Does Object Binding Naturally Emerge in Large Pretrained Vision Transformers?

Object binding, the brain's ability to bind the many features that collectively represent an object into a coherent whole, is central to human cognition. It groups low-level perceptual features into high-level object representations, stores those objects efficiently and compositionally in memory, and supports human reasoning about individual object instances. While prior work often imposes object-centric attention (e.g., Slot Attention) explicitly to probe these benefits, it remains unclear whether this ability naturally emerges in pre-trained Vision Transformers (ViTs). Intuitively, they could: recognizing which patches belong to the same object should be useful for downstream prediction and thus guide attention. Motivated by the quadratic nature of self-attention, we hypothesize that ViTs represent whether two patches belong to the same object, a property we term IsSameObject. We decode IsSameObject from patch embeddings across ViT layers using a quadratic similarity probe, which reaches over 90% accuracy. Crucially, this object-binding capability emerges reliably in DINO, CLIP, and ImageNet-supervised ViTs, but is markedly weaker in MAE, suggesting that binding is not a trivial architectural artifact, but an ability acquired through specific pretraining objectives. We further discover that IsSameObject is encoded in a low-dimensional subspace on top of object features, and that this signal actively guides attention. Ablating IsSameObject from model activations degrades downstream performance and works against the learning objective, implying that emergent object binding naturally serves the pretraining objective. Our findings challenge the view that ViTs lack object binding and highlight how symbolic knowledge of "which parts belong together" emerges naturally in a connectionist system.

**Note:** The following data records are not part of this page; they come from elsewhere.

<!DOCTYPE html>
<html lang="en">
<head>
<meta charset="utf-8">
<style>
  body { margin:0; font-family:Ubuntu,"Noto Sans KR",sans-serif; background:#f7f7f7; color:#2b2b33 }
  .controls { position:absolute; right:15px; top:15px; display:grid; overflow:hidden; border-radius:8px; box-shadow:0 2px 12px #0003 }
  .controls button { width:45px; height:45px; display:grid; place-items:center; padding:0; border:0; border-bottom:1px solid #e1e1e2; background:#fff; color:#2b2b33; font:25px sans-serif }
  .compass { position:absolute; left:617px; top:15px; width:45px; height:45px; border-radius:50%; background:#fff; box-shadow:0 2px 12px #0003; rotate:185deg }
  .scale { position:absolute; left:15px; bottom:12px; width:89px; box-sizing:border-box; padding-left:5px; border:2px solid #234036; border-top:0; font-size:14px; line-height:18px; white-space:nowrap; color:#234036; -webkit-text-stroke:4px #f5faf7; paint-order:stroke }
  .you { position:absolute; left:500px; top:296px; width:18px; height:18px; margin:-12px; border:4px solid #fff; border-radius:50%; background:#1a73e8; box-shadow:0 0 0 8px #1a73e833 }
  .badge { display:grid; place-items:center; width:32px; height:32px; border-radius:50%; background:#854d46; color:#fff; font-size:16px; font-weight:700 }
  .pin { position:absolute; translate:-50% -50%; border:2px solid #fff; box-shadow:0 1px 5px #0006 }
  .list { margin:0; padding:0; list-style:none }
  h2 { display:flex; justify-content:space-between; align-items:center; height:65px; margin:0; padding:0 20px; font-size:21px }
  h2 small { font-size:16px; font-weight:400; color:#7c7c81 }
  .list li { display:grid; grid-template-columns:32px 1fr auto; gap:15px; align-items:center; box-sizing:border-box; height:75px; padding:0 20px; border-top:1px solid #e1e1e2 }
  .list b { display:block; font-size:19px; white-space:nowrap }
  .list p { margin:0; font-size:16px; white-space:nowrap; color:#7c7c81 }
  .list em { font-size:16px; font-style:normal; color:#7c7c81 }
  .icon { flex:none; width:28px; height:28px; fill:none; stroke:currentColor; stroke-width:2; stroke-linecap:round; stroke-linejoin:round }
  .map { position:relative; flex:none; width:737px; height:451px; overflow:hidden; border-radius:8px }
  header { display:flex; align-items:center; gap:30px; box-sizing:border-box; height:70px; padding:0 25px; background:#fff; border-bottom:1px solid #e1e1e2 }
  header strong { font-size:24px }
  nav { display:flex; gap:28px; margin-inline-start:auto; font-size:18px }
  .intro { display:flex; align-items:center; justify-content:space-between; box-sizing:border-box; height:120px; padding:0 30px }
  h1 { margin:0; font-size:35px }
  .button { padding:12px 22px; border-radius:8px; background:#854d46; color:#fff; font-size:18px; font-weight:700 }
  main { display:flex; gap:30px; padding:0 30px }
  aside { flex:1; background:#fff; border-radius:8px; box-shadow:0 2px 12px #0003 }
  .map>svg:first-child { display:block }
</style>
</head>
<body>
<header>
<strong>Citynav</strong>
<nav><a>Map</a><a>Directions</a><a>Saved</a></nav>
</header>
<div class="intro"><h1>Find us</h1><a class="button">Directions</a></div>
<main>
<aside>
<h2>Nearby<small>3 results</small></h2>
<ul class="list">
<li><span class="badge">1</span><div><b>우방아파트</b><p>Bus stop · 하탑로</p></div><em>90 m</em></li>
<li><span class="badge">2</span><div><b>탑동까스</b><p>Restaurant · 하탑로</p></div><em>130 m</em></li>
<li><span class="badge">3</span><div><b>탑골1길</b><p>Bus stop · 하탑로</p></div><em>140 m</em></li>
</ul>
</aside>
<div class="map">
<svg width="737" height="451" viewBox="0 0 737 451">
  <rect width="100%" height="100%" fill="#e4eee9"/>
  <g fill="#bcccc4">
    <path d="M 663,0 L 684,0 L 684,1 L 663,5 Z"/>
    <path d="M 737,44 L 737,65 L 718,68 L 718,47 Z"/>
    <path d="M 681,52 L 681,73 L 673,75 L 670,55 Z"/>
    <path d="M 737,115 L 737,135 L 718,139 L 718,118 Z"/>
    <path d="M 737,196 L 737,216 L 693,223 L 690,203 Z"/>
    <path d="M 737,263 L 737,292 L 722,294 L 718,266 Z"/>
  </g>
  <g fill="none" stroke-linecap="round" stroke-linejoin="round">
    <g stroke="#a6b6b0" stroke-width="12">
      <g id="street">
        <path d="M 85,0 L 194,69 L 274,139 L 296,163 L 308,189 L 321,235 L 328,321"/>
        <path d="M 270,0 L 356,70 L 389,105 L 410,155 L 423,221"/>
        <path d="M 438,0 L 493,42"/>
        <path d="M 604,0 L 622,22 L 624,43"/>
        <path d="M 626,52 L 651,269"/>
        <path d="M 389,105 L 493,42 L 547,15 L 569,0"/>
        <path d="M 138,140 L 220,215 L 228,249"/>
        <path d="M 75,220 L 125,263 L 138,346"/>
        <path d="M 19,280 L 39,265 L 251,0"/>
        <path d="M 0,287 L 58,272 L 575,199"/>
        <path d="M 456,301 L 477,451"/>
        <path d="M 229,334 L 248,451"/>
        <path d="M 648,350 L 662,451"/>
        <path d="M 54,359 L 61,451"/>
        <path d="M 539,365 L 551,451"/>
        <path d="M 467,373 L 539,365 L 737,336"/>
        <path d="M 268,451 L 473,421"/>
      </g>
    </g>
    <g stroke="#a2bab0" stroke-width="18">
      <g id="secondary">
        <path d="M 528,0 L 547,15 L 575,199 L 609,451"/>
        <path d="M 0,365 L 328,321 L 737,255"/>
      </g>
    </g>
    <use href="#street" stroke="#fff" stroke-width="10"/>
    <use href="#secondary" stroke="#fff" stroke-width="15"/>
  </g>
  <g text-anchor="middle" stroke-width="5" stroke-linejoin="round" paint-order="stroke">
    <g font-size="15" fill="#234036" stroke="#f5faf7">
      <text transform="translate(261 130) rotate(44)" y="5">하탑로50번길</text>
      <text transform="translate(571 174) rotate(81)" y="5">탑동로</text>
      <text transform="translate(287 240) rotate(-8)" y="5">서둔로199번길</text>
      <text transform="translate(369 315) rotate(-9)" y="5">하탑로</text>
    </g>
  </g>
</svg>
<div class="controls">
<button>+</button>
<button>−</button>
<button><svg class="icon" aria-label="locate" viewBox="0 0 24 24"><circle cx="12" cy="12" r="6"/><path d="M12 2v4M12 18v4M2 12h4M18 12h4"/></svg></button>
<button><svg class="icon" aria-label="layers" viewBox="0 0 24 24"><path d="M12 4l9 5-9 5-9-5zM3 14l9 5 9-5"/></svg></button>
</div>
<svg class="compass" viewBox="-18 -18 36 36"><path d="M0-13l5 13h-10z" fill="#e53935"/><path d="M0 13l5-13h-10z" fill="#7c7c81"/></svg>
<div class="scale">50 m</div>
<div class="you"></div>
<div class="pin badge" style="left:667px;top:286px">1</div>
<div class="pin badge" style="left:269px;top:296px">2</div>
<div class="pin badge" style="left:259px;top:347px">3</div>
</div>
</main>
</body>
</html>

翻译：物体绑定是大脑将共同表征物体的众多特征整合为连贯整体的能力，这对人类认知至关重要。它将低层次感知特征组合成高层次物体表征，以高效且组合的方式将这些物体存储在记忆中，并支持人类对个体物体实例的推理。尽管先前研究常通过显式施加物体中心注意力（如Slot Attention）来探究这些优势，但预训练视觉Transformer（ViTs）中是否自然涌现出这种能力仍不明确。直观而言，它们可能具备这种能力：识别哪些图像块属于同一物体应有助于下游预测，从而引导注意力机制。基于自注意力机制的二次特性，我们假设ViTs能够表征两个图像块是否属于同一物体，这一特性我们称为IsSameObject。通过二次相似性探针从ViT各层的图像块嵌入中解码IsSameObject，其准确率超过90%。关键的是，这种物体绑定能力在DINO、CLIP和ImageNet监督训练的ViTs中均可靠地涌现，但在MAE中明显较弱，表明绑定并非简单的架构产物，而是通过特定预训练目标获得的能力。我们进一步发现IsSameObject编码在物体特征之上的低维子空间中，且该信号能主动引导注意力。从模型激活中消除IsSameObject会降低下游性能并违背学习目标，这意味着涌现的物体绑定能力自然服务于预训练目标。我们的发现挑战了“ViTs缺乏物体绑定能力”的观点，并揭示了“哪些部分属于同一整体”的符号化知识如何在连接主义系统中自然涌现。